- Current coat of arms of the city of Buenos Aires (adopted by decree in 2012)
- Armiger: City of Buenos Aires
- Adopted: 1649

= Coat of arms of Buenos Aires =

The coat of arms of Buenos Aires is the official shield used by the different areas and dependencies of the Government of the city of Buenos Aires, Argentina.

The current coat of arms was adopted by law number 4408, sanctioned by the Buenos Aires City Legislature in 2012.

==History==
On October 20, 1580 the government of the city of La Trinidad and the port of Buen Ayre, headed by Juan de Garay, received an insignia sent to it by the crown for their approval. It depicted an eagle which was unfortunately looking to the left (the right of the observer), which in heraldry suggests "illegitimacy". There was another error, in that the crown was royal (which is supposed to be reserved for the highest nobility). Perhaps because of the presumed distaste of heraldry experts, the insignia was not approved until September 20, 1596, and fell out of use quite quickly.

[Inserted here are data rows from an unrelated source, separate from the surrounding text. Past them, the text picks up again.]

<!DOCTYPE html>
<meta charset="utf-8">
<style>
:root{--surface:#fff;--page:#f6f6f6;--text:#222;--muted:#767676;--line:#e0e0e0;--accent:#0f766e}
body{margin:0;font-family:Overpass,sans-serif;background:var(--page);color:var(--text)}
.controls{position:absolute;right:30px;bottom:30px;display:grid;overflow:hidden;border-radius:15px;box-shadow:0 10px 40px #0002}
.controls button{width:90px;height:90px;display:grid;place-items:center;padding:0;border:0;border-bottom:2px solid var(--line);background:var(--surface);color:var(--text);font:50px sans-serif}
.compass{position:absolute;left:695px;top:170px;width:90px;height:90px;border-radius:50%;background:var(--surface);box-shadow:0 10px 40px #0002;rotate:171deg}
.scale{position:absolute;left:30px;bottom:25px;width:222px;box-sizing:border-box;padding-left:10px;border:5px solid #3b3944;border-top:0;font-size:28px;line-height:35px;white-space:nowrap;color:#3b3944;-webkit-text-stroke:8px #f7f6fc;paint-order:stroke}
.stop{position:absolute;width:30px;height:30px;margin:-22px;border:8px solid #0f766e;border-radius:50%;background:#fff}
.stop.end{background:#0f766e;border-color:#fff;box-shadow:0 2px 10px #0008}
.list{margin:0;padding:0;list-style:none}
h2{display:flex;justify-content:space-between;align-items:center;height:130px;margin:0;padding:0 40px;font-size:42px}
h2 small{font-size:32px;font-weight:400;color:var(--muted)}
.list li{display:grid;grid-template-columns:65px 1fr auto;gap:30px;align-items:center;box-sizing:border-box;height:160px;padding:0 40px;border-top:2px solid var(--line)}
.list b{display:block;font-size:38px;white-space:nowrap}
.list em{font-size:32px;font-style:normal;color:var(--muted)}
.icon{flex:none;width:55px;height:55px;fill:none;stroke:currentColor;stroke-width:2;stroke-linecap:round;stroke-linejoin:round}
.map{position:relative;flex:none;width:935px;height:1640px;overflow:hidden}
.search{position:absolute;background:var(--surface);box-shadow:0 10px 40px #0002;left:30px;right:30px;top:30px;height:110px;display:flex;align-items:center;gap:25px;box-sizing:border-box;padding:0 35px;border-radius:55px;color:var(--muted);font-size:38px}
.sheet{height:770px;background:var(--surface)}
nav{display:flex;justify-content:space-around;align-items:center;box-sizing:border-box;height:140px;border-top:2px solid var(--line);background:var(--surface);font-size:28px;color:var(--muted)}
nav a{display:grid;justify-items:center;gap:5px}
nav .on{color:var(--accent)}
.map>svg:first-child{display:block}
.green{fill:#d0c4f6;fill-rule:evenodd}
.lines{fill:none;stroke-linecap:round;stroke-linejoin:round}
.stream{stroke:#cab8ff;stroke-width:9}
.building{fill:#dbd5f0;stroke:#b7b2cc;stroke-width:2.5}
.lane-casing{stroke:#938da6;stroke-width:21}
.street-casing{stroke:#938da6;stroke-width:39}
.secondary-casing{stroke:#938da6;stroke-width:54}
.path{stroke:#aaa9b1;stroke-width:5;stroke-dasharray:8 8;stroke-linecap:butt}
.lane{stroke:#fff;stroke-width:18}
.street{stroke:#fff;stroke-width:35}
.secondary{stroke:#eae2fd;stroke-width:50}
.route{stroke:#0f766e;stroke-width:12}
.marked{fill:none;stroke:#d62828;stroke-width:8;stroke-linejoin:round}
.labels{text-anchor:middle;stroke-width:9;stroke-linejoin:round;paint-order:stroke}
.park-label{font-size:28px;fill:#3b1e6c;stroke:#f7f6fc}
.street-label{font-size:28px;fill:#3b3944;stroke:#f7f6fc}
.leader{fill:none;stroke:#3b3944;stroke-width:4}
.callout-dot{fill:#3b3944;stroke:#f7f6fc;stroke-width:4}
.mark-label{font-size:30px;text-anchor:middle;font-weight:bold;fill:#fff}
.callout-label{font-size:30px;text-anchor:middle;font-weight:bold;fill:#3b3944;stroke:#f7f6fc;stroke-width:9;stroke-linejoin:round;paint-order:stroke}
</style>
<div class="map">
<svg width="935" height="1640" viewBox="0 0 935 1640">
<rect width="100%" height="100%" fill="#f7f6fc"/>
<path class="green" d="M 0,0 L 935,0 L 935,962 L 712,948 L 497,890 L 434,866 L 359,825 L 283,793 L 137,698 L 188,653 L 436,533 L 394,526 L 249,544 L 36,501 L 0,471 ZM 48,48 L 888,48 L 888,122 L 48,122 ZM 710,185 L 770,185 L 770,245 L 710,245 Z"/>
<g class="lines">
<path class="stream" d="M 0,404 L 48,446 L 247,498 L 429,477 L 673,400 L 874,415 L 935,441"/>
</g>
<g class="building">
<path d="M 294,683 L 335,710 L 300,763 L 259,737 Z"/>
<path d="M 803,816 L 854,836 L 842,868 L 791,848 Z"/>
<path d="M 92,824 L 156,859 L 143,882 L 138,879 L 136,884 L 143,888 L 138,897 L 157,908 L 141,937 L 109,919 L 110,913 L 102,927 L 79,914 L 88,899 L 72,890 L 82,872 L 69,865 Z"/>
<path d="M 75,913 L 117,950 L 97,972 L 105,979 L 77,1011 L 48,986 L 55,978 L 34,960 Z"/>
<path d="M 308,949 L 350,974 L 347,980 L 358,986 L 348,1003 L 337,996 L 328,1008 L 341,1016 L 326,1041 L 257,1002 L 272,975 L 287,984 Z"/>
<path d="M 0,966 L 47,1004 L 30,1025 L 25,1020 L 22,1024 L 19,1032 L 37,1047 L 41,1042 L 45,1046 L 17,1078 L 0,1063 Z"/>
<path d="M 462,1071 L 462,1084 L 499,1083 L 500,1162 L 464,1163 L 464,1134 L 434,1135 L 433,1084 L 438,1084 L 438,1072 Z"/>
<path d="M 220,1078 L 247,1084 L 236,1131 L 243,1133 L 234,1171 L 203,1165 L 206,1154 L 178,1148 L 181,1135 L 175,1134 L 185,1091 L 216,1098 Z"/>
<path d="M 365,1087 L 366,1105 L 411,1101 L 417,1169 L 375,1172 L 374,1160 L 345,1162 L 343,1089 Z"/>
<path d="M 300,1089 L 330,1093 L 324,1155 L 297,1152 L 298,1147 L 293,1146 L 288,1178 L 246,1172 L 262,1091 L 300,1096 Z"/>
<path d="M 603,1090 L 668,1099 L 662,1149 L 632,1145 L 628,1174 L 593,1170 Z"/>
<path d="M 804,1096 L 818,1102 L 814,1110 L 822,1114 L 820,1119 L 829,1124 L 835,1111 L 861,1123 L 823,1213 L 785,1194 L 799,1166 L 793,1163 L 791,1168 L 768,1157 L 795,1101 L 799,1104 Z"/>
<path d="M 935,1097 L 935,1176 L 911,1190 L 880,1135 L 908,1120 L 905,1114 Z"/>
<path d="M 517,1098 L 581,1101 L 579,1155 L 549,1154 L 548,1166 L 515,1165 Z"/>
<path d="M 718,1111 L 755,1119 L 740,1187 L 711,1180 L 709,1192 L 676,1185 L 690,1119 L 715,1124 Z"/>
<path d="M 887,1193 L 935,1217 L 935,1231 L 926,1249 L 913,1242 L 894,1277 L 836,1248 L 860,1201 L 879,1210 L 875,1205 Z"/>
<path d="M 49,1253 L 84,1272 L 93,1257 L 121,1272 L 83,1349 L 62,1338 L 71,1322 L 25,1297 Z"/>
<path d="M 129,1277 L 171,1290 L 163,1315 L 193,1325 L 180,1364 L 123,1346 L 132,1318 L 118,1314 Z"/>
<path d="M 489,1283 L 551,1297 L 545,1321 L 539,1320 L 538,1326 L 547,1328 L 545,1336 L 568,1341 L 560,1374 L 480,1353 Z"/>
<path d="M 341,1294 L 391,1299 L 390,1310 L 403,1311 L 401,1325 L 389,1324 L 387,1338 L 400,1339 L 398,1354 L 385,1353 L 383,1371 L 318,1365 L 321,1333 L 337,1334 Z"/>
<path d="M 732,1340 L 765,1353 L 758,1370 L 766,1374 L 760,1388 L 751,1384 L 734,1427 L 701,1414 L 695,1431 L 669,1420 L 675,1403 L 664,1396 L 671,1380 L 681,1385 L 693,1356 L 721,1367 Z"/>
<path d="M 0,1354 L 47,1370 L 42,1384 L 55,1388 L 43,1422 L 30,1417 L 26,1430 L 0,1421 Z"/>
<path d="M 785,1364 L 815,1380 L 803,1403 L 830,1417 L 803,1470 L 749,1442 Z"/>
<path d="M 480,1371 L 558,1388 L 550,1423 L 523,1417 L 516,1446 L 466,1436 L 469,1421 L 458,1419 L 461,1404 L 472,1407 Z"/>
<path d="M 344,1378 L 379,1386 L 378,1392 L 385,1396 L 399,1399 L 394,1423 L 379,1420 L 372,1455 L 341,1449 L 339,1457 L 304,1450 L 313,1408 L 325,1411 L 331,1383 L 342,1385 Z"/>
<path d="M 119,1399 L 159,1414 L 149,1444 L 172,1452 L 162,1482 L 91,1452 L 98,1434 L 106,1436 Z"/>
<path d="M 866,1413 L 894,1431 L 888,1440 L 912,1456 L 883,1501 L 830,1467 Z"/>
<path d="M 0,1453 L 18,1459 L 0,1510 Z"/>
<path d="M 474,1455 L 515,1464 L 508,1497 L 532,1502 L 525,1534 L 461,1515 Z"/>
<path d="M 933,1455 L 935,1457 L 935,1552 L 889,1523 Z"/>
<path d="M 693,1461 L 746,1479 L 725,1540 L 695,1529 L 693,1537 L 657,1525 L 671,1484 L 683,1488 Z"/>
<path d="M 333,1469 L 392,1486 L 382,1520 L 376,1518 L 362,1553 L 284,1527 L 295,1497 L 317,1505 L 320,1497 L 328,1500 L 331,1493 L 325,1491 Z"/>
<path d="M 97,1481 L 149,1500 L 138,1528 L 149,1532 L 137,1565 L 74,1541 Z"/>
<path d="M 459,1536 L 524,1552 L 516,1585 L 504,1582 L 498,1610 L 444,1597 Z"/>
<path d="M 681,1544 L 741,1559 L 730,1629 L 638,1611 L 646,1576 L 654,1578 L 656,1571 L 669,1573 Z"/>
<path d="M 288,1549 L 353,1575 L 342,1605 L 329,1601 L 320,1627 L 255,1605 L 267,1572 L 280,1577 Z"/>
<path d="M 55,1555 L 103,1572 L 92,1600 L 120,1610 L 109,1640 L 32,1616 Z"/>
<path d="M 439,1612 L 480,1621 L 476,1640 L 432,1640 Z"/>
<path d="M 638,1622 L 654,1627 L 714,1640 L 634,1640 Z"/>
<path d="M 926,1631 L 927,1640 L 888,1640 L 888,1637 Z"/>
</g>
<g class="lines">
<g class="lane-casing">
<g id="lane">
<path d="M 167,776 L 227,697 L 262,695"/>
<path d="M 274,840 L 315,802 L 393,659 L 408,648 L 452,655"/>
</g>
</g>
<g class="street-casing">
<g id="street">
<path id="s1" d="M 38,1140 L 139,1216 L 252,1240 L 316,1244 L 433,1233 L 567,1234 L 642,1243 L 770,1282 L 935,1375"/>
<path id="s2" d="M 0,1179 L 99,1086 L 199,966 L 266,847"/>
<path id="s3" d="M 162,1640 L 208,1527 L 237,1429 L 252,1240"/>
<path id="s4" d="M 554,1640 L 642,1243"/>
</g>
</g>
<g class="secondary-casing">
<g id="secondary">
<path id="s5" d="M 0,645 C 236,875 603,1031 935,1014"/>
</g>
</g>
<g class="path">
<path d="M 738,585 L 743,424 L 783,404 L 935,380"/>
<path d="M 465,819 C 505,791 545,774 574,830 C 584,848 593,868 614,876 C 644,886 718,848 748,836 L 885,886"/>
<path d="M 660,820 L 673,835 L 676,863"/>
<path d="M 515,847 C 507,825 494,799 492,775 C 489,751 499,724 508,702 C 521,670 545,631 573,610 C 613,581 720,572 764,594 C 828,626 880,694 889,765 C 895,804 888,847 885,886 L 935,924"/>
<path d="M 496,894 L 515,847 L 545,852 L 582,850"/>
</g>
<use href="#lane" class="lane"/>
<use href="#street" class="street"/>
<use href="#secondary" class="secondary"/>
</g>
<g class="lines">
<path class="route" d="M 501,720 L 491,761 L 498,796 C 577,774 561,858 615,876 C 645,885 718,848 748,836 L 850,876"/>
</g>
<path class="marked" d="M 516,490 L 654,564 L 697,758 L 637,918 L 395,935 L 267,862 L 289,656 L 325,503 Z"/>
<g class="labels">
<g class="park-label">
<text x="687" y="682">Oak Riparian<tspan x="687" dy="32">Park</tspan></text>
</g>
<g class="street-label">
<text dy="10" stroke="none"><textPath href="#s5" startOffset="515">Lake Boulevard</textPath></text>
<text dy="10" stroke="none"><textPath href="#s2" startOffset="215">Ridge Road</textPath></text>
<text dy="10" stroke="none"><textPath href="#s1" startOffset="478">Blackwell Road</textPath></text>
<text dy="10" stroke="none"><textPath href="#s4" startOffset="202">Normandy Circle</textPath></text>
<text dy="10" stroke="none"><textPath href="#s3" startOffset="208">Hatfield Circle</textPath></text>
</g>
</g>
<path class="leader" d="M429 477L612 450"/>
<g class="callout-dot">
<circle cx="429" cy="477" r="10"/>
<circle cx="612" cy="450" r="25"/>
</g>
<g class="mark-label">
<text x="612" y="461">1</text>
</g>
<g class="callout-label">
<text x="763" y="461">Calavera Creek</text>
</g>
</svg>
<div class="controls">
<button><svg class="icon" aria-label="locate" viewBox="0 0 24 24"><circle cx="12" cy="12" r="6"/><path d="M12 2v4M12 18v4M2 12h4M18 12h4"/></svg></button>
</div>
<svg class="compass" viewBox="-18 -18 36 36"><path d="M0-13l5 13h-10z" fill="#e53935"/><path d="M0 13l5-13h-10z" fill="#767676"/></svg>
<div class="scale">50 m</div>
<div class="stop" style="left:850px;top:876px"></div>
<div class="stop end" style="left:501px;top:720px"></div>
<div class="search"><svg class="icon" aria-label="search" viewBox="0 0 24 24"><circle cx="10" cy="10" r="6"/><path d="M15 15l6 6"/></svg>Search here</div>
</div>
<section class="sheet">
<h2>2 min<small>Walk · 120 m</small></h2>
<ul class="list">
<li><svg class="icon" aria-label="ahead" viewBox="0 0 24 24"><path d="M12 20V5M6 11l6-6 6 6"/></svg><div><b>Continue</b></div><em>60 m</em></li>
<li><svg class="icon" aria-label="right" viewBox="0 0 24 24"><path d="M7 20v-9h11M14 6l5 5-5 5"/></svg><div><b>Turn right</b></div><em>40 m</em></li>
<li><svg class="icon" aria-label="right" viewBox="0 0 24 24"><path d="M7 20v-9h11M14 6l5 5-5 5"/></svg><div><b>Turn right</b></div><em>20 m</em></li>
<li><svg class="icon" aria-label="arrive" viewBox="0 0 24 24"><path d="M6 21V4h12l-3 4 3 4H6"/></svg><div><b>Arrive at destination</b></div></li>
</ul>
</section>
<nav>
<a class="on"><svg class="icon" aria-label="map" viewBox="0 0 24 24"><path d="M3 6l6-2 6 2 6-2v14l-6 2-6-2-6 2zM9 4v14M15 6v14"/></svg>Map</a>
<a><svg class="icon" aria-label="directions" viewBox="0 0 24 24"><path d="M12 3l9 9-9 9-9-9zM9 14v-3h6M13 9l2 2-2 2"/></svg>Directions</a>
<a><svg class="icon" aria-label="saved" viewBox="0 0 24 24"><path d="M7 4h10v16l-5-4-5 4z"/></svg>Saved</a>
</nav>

On November 29, 2012, the Buenos Aires City Legislature passed a bill that modified and restored the original format of the insignia. The new symbol is a refined version of the coat of arms approved on July 7, 1856 by the City Council of Buenos Aires which received final approval by Order of December 3, 1923. It is an oval with the image of the Río de la Plata, two ships symbolizing the two foundations of the City, and a white dove with its wings spread over the sky symbolizing the Holy Spirit.

==Gallery==

Seal of Juan de Garay, de facto coat of arms of the city after the second foundation of Buenos Aires.
First true coat of arms of the city, created in 1649 and officially promulgated in 1923.
Coat of arms from 2003 to 2006.
1970 design of the municipal seal of the City of Buenos Aires 1970
Seal of the city of Buenos Aires from 1997 to 2008. The seal is derivative institutional symbol from the coat of arms.
Official seal of City of Buenos Aires from 2008 to 2012.